Github user jimczi commented on a diff in the pull request:
https://github.com/apache/lucene-solr/pull/384#discussion_r191594957
--- Diff:
lucene/analysis/common/src/java/org/apache/lucene/analysis/miscellaneous/ConcatenateGraphFilter.java
---
@@ -31,80 +33,106 @@
import org.apache.lucene.util.IOUtils;
import org.apache.lucene.util.IntsRef;
import org.apache.lucene.util.automaton.Automaton;
-import org.apache.lucene.util.automaton.FiniteStringsIterator;
import org.apache.lucene.util.automaton.LimitedFiniteStringsIterator;
import org.apache.lucene.util.automaton.Operations;
+import org.apache.lucene.util.automaton.TooComplexToDeterminizeException;
import org.apache.lucene.util.automaton.Transition;
import org.apache.lucene.util.fst.Util;
-import static
org.apache.lucene.search.suggest.document.CompletionAnalyzer.DEFAULT_MAX_GRAPH_EXPANSIONS;
-import static
org.apache.lucene.search.suggest.document.CompletionAnalyzer.DEFAULT_PRESERVE_POSITION_INCREMENTS;
-import static
org.apache.lucene.search.suggest.document.CompletionAnalyzer.DEFAULT_PRESERVE_SEP;
-import static
org.apache.lucene.search.suggest.document.CompletionAnalyzer.SEP_LABEL;
-
/**
- * Token stream which converts a provided token stream to an automaton.
- * The accepted strings enumeration from the automaton are available
through the
- * {@link
org.apache.lucene.analysis.tokenattributes.TermToBytesRefAttribute} attribute
- * The token stream uses a {@link
org.apache.lucene.analysis.tokenattributes.PayloadAttribute} to store
- * a completion's payload (see {@link
CompletionTokenStream#setPayload(org.apache.lucene.util.BytesRef)})
+ * Concatenates/Joins every incoming token with a separator into one
output token for every path through the
+ * token stream (which is a graph). In simple cases this yields one
token, but in the presence of any tokens with
+ * a zero positionIncrmeent (e.g. synonyms) it will be more. This filter
uses the token bytes, position increment,
+ * and position length of the incoming stream.
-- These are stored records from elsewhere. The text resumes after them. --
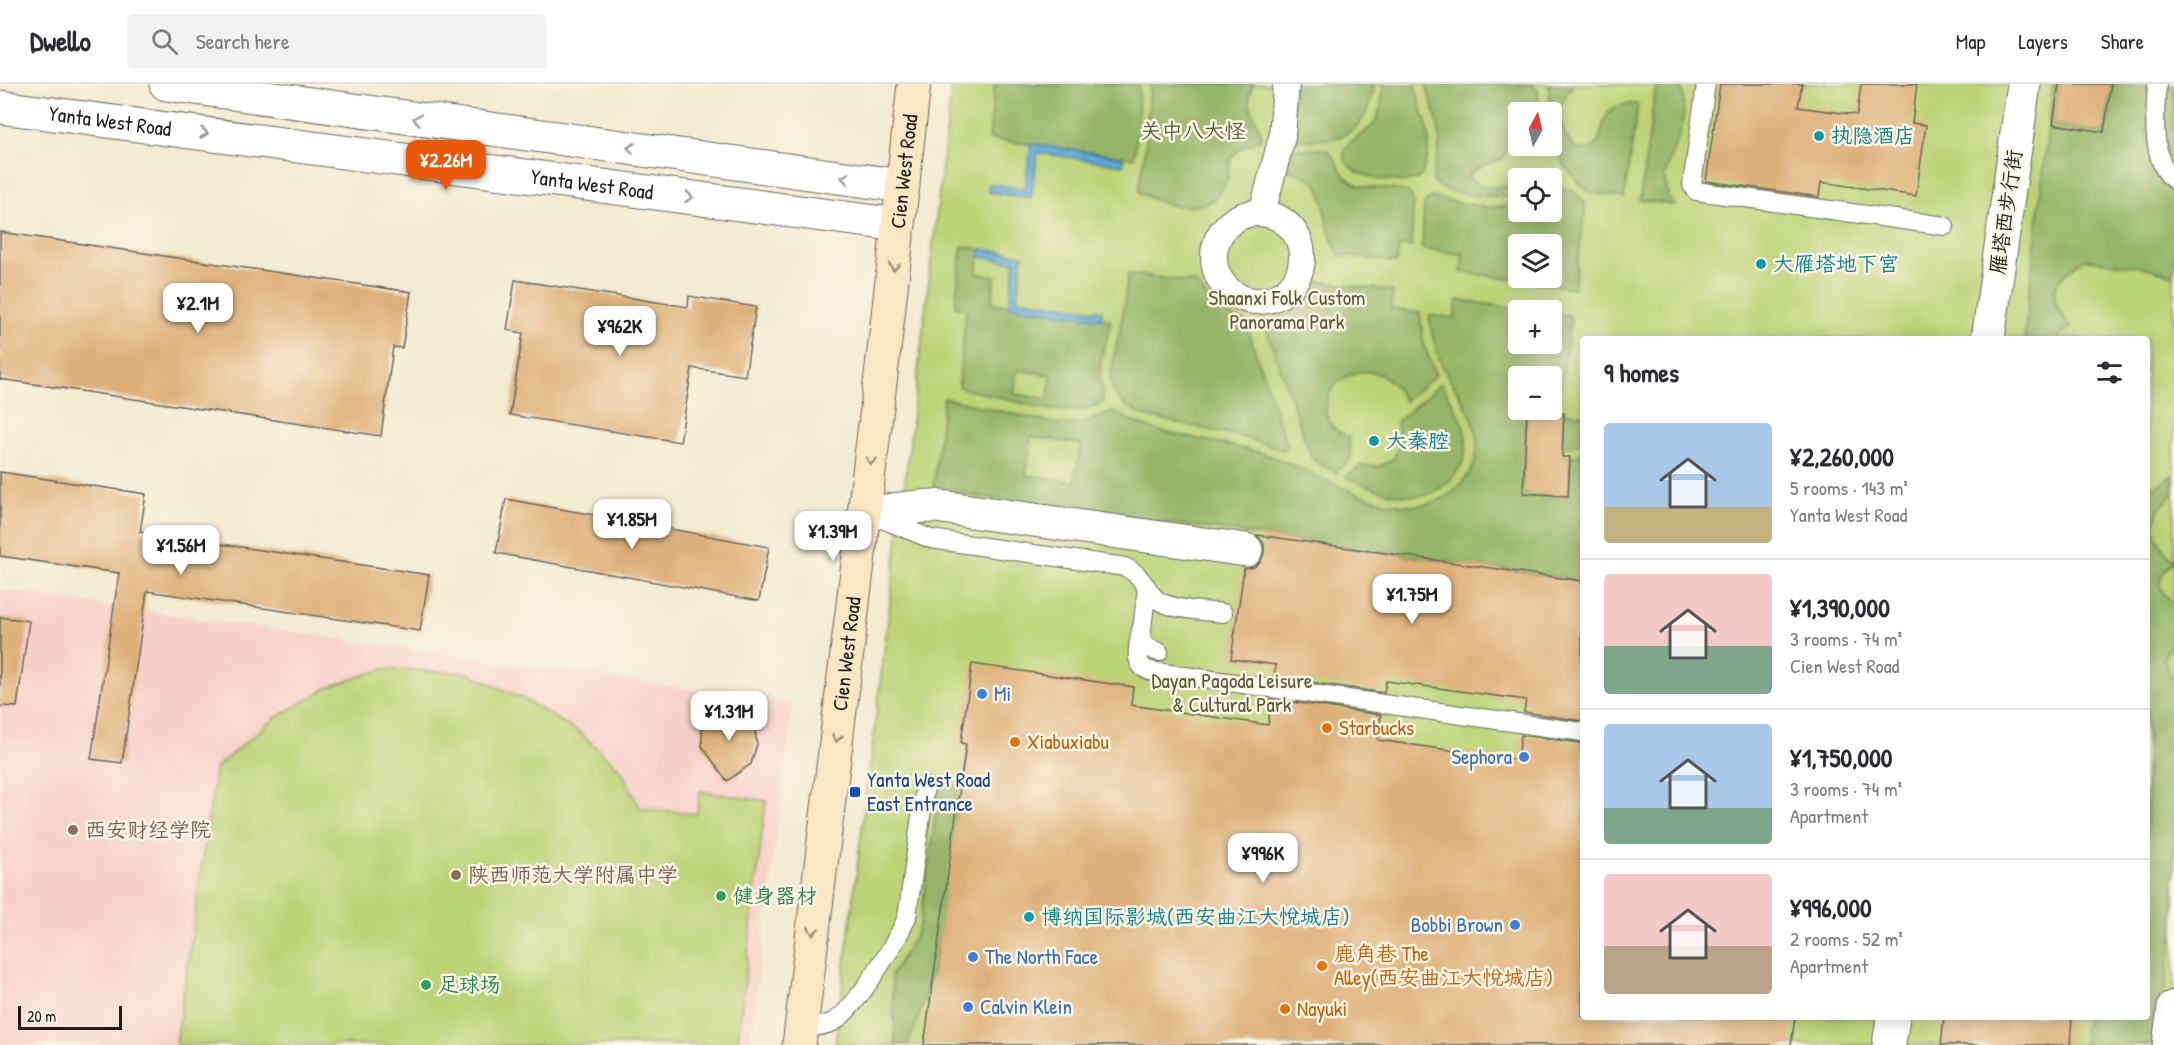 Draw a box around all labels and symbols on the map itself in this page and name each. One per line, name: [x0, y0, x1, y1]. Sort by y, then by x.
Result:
street label: Yanta West Road: [47, 99, 173, 143]
north arrow: [1508, 102, 1562, 156]
one-way arrow: [413, 113, 422, 125]
street label: Cien West Road: [883, 113, 925, 230]
park label: 关中八大怪: [1141, 116, 1246, 145]
place label: 执隐酒店: [1831, 121, 1915, 150]
one-way arrow: [199, 127, 208, 139]
marker: 执隐酒店: [1812, 129, 1826, 143]
pin: ¥2.26M: [397, 140, 495, 191]
one-way arrow: [627, 143, 636, 155]
street label: 雁塔西步行街: [1982, 148, 2029, 276]
street label: Yanta West Road: [529, 162, 655, 207]
one-way arrow: [841, 172, 850, 184]
one-way arrow: [684, 190, 693, 202]
place label: 大雁塔地下宫: [1773, 249, 1899, 278]
marker: 大雁塔地下宫: [1754, 257, 1768, 271]
one-way arrow: [888, 263, 901, 272]
pin: ¥2.1M: [156, 283, 240, 334]
park label: Shaanxi Folk Custom Panorama Park: [1209, 283, 1365, 336]
pin: ¥962K: [578, 306, 662, 357]
place label: 大秦腔: [1386, 426, 1449, 455]
marker: 大秦腔: [1367, 434, 1381, 448]
one-way arrow: [865, 456, 877, 466]
pin: ¥1.85M: [583, 499, 681, 550]
pin: ¥1.39M: [784, 511, 882, 562]
pin: ¥1.56M: [132, 525, 230, 576]
pin: ¥1.75M: [1363, 574, 1461, 625]
street label: Cien West Road: [825, 595, 868, 713]
park label: Dayan Pagoda Leisure & Cultural Park: [1152, 666, 1312, 719]
place label: Mi: [994, 679, 1011, 708]
marker: Mi: [975, 687, 989, 701]
pin: ¥1.31M: [680, 691, 778, 742]
place label: Starbucks: [1339, 713, 1414, 742]
marker: Starbucks: [1320, 721, 1334, 735]
place label: Xiabuxiabu: [1027, 727, 1110, 756]
one-way arrow: [831, 733, 843, 743]
marker: Xiabuxiabu: [1008, 735, 1022, 749]
place label: Sephora: [1451, 742, 1512, 771]
marker: Sephora: [1517, 750, 1531, 764]
place label: Yanta West Road East Entrance: [867, 765, 990, 818]
marker: Yanta West Road East Entrance: [848, 785, 862, 799]
place label: 西安财经学院: [85, 815, 211, 844]
marker: 西安财经学院: [66, 823, 80, 837]
pin: ¥996K: [1221, 833, 1305, 884]
place label: 陕西师范大学附属中学: [468, 860, 678, 889]
marker: 陕西师范大学附属中学: [449, 868, 463, 882]
place label: 健身器材: [733, 881, 817, 910]
marker: 健身器材: [714, 889, 728, 903]
place label: 博纳国际影城(西安曲江大悦城店): [1041, 902, 1350, 931]
marker: 博纳国际影城(西安曲江大悦城店): [1022, 910, 1036, 924]
place label: Bobbi Brown: [1411, 910, 1503, 939]
marker: Bobbi Brown: [1508, 918, 1522, 932]
one-way arrow: [807, 927, 820, 936]
place label: 鹿角巷 The Alley(西安曲江大悦城店): [1334, 939, 1553, 992]
place label: The North Face: [985, 942, 1098, 971]
marker: The North Face: [966, 950, 980, 964]
marker: 鹿角巷 The Alley(西安曲江大悦城店): [1315, 959, 1329, 973]
place label: 足球场: [438, 970, 501, 999]
marker: 足球场: [419, 978, 433, 992]
place label: Calvin Klein: [980, 992, 1072, 1021]
place label: Nayuki: [1297, 994, 1347, 1023]
marker: Calvin Klein: [961, 1000, 975, 1014]
marker: Nayuki: [1278, 1002, 1292, 1016]
scale bar: [18, 1003, 122, 1030]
Other attributes are not
used or manipulated.
*
* @lucene.experimental
*/
-public final class CompletionTokenStream extends TokenStream {
+public final class ConcatenateGraphFilter extends TokenFilter {
--- End diff --
Converting this token stream into a token filter is trappy. It requires to
rewrite the logic completely. For instance you removed the `close`
implementation, this means that it is called twice on the input stream since it
is already closed here
https://github.com/apache/lucene-solr/pull/384/files#diff-04d4c6352889dbffd0eb4d1e6ecd6097R197.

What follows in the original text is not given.